The Interim Task Force on Initiative and Referendum meets tomorrow to consider twenty draft proposals for reforming (and, all too frequently, hurting) South Dakota’s ballot measure process. Among the proposals are three drafts creating panels to review proposed ballot measures. I’ve already dismissed the Reed/Otten proposal as Legislative interference in direct democracy. It’s labeled a “Citizen Initiative Review Commission,” but Rep. Reed and Senator Otten don’t include any citizens not already in government on the panel.
The other two proposed bills—Draft #101 and Draft #108—open the door for the appointment of regular citizens to review ballot measures after they have been certified for the ballot. That’s a definite improvement over the Reed/Otten proposal, which would impose its panel review before ballot question sponsors can circulate their petitions, meaning the panel would be wasting its own time reviewing several initiatives that would not get enough signatures to make the ballot and might increase the number of measures that don’t make the ballot by delaying and thus reducing the time available for signature-gathering.
Bob Mercer suggests that if we adopt citizen review panels for ballot measures, we should have a separate panel dedicated to each topic covered by the initiatives*. The citizen review panels in Oregon go further and give each initiative a separate panel (“The Citizens’ Initiative Review Commission shall… convene a separate citizen panel to review each selected measure“). Draft #101, attributed to the task force, also appears to envision multiple panels:
The State Board of Elections shall convene a panel of registered voters, chosen pursuant to rules promulgated by the board under chapter 1-26, to review and evaluate each measure certified for placement on the ballot pursuant to § 2-1-17. Each panel shall conduct a public hearing chaired by a member of the board to receive testimony from proponents and opponents of each measure under evaluation [Interim Task Force on I&R, Draft #101, Section 1, 2017.08.03].
The language isn’t perfectly clear, but “each panel” in the second sentence appears to envision.

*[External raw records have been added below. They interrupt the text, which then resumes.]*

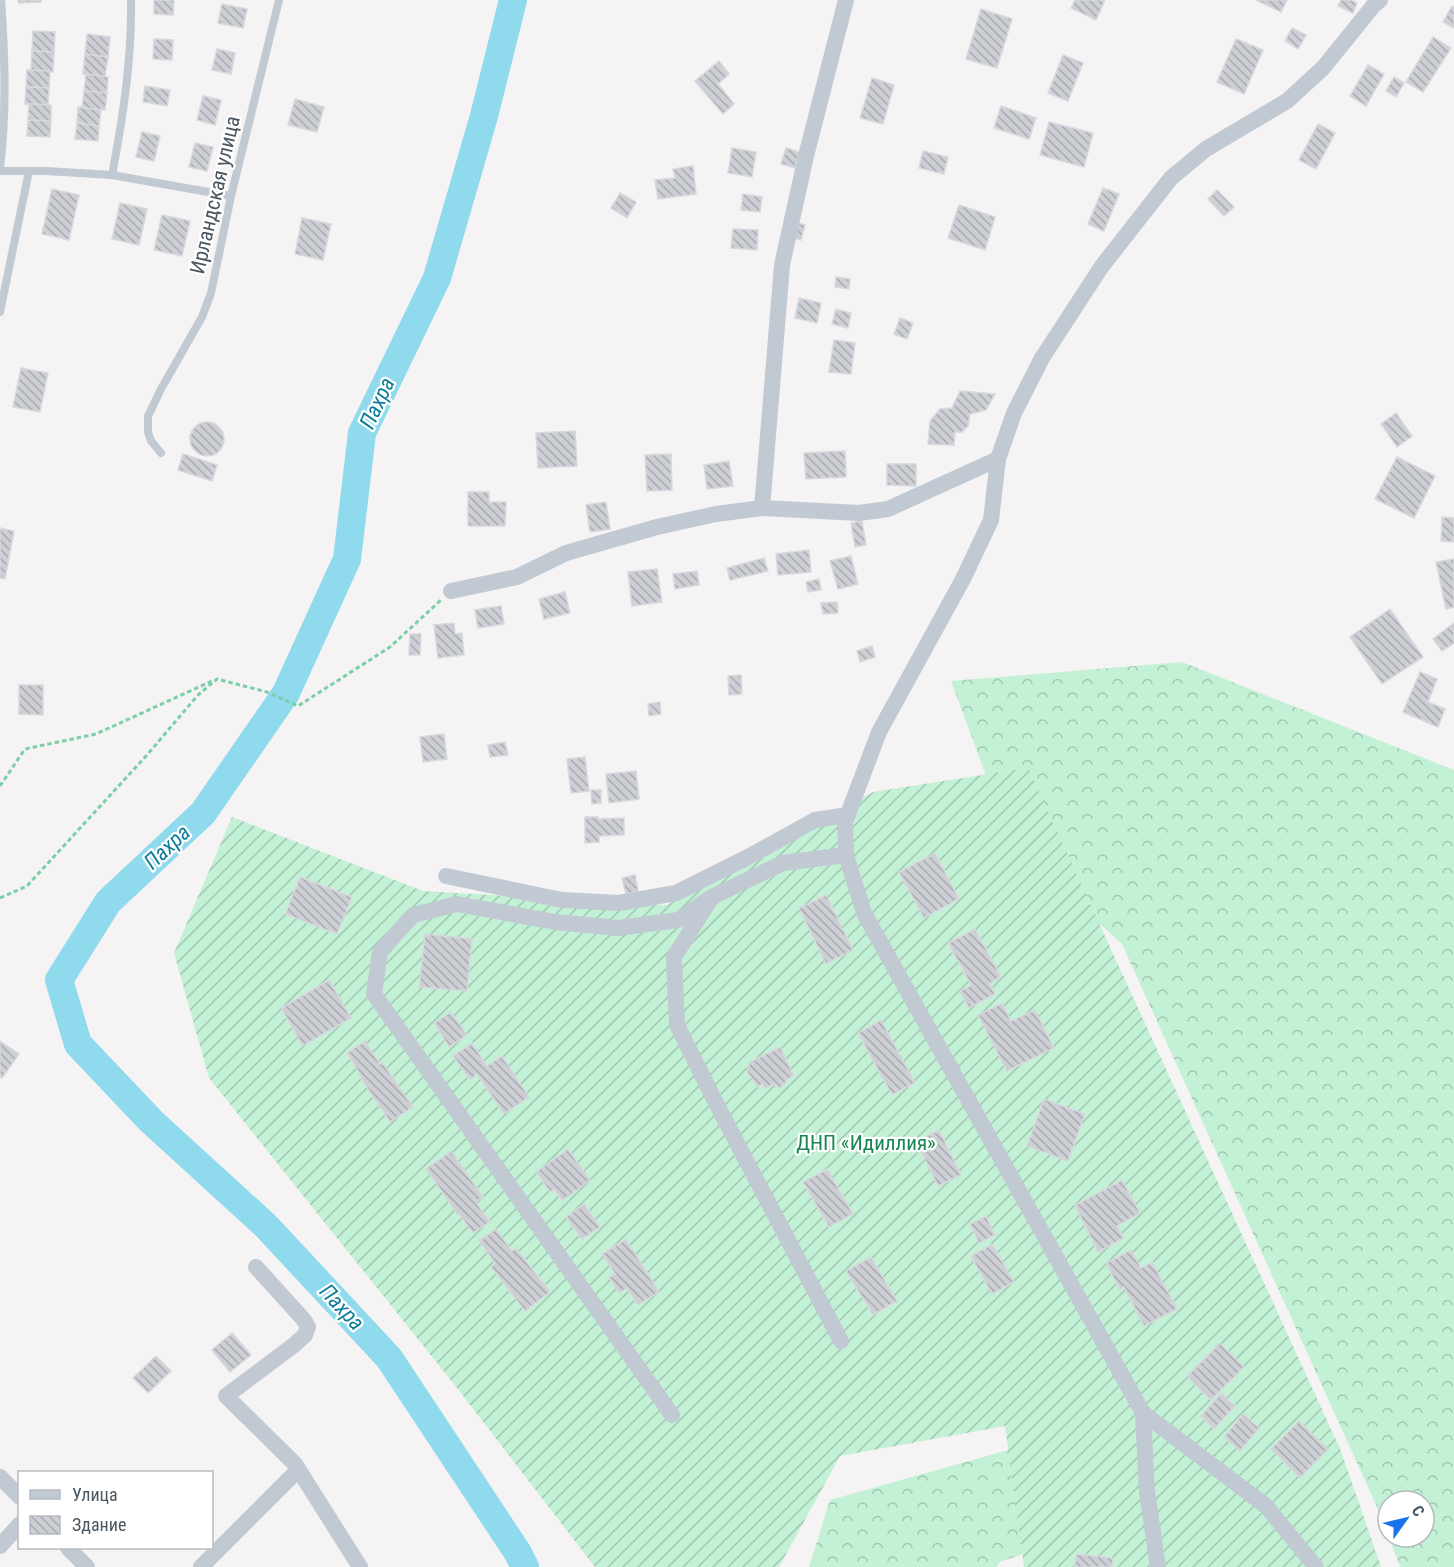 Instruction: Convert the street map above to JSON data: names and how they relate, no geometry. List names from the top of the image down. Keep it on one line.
{"streets":{"lane":["Ирландская улица"]},"water":["Пахра"],"parks":["ДНП «Идиллия»"],"legend":["Улица","Здание"],"north":"top right"} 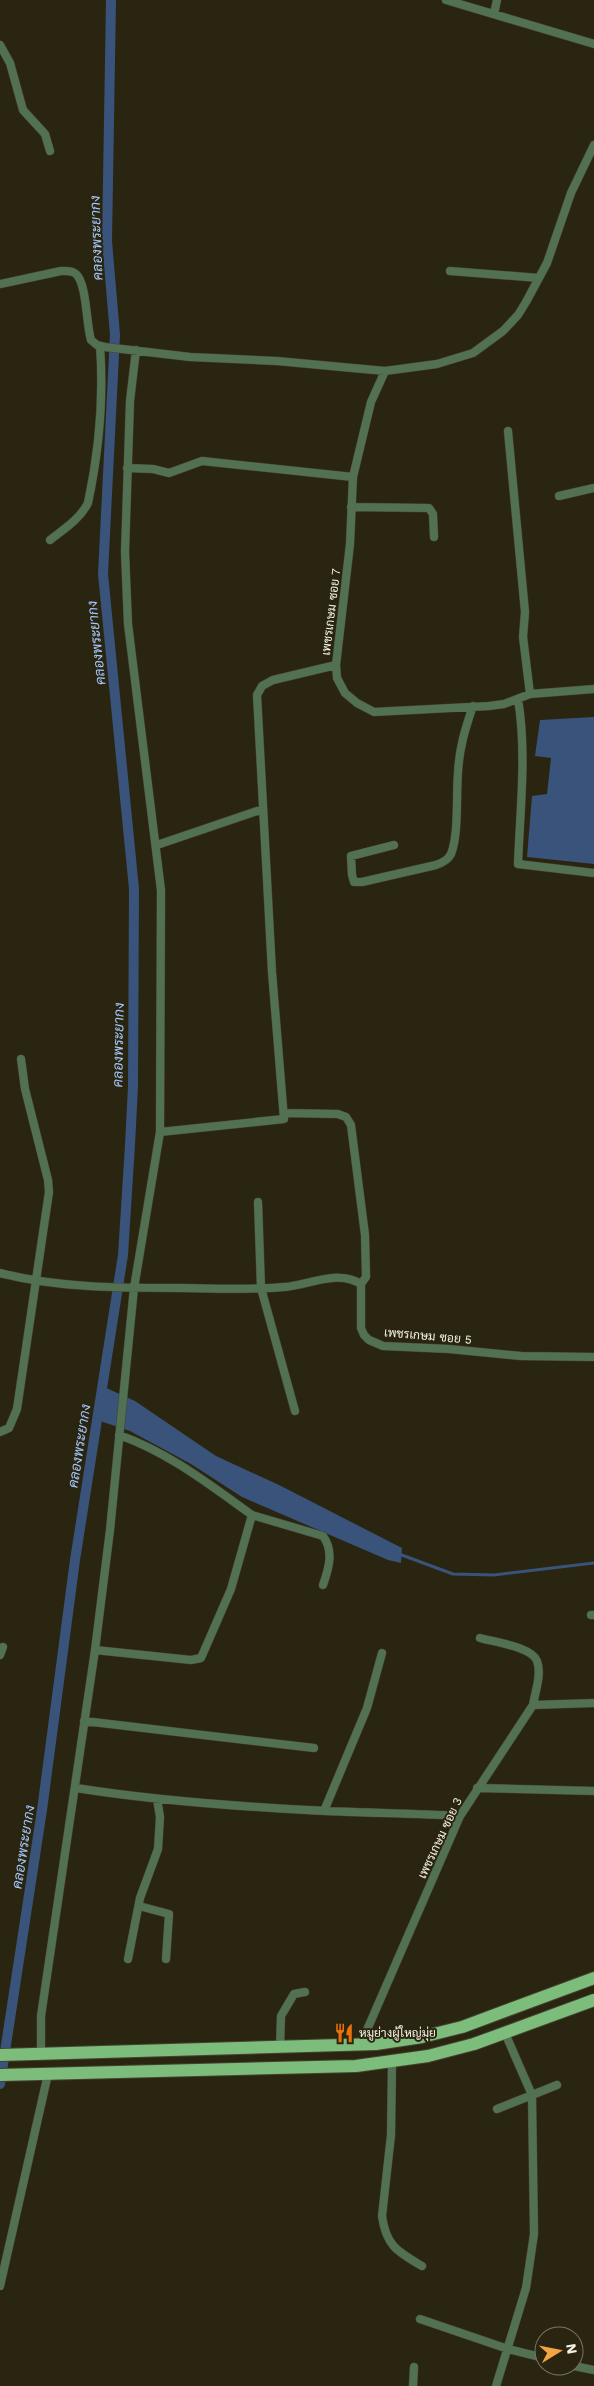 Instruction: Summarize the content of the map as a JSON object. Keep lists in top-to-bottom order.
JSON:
{
  "streets": {
    "street": ["เพชรเกษม ซอย 7", "เพชรเกษม ซอย 5", "เพชรเกษม ซอย 3"]
  },
  "water": ["คลองพระยากง"],
  "places": {
    "restaurant": ["หมูย่างผู้ใหญ่มุ่ย"]
  },
  "north": "right"
}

Draft #108, attributed to task force chair Dr. Emily Wanless, charges one Citizen Review Commission with hearing all initiatives:
The commission shall conduct hearings for any proposed initiated measure and initiated amendment to the Constitution certified for placement on the next general election ballot pursuant to § 2-1-17. For each initiated measure and initiated amendment to the Constitution, the commission shall conduct not less than two hearings to be held in separate locations in the state. During each hearing for each initiated measure and initiated amendment the commission shall take testimony from the petition sponsor or the sponsor’s designee regarding the purpose of the initiated measure or initiated amendment and take public testimony. After any hearing conducted under this section, the commission shall provide an objective written summary not to exceed three hundred words for each initiated measure or initiated amendment to the Constitution to be included in a voter information brochure under section 6 of this Act [Interim Task Force on I&R, Draft #108, Section 4, 2017.08.15].
Since statehood in 1889, the most initiatives we’ve had to deal with on one ballot was eight in 2006, followed by seven last year. (Remember: the citizens review panels wouldn’t have to hold hearings on referred laws or legislatively proposed amendments, since those measures get hearings during the Legislative Session… although Draft #101 appears to call for hearings on every measure on the ballot, not just citizen initiatives.) Over the last 19 elections, we’ve averaged 2.2 measures per year.
Seating a separate panel for each measure would ease the workload on each participant. Citizens selected for this honorable duty could study their assigned measure more deeply and put more effort into the summaries they would publish. Multiple panels would also prevent one panel from proposing its idiosyncratic bias on all ballot measure explanations. Mercer’s on track, and Oregon and Draft #101 have the right idea: one panel per ballot measure!
*Correction 08:58 CDT: I originally misstated that Mercer called for one panel per initiative. However, as Mercer points out below, he suggests one panel per topic. Thus, when we have ballot measures dealing with the same issue, as we did in 2016 with the payday lenders’ decoy amendment competing with the honest grassroots payday lending rate cap, he’d have one panel deal with both measures.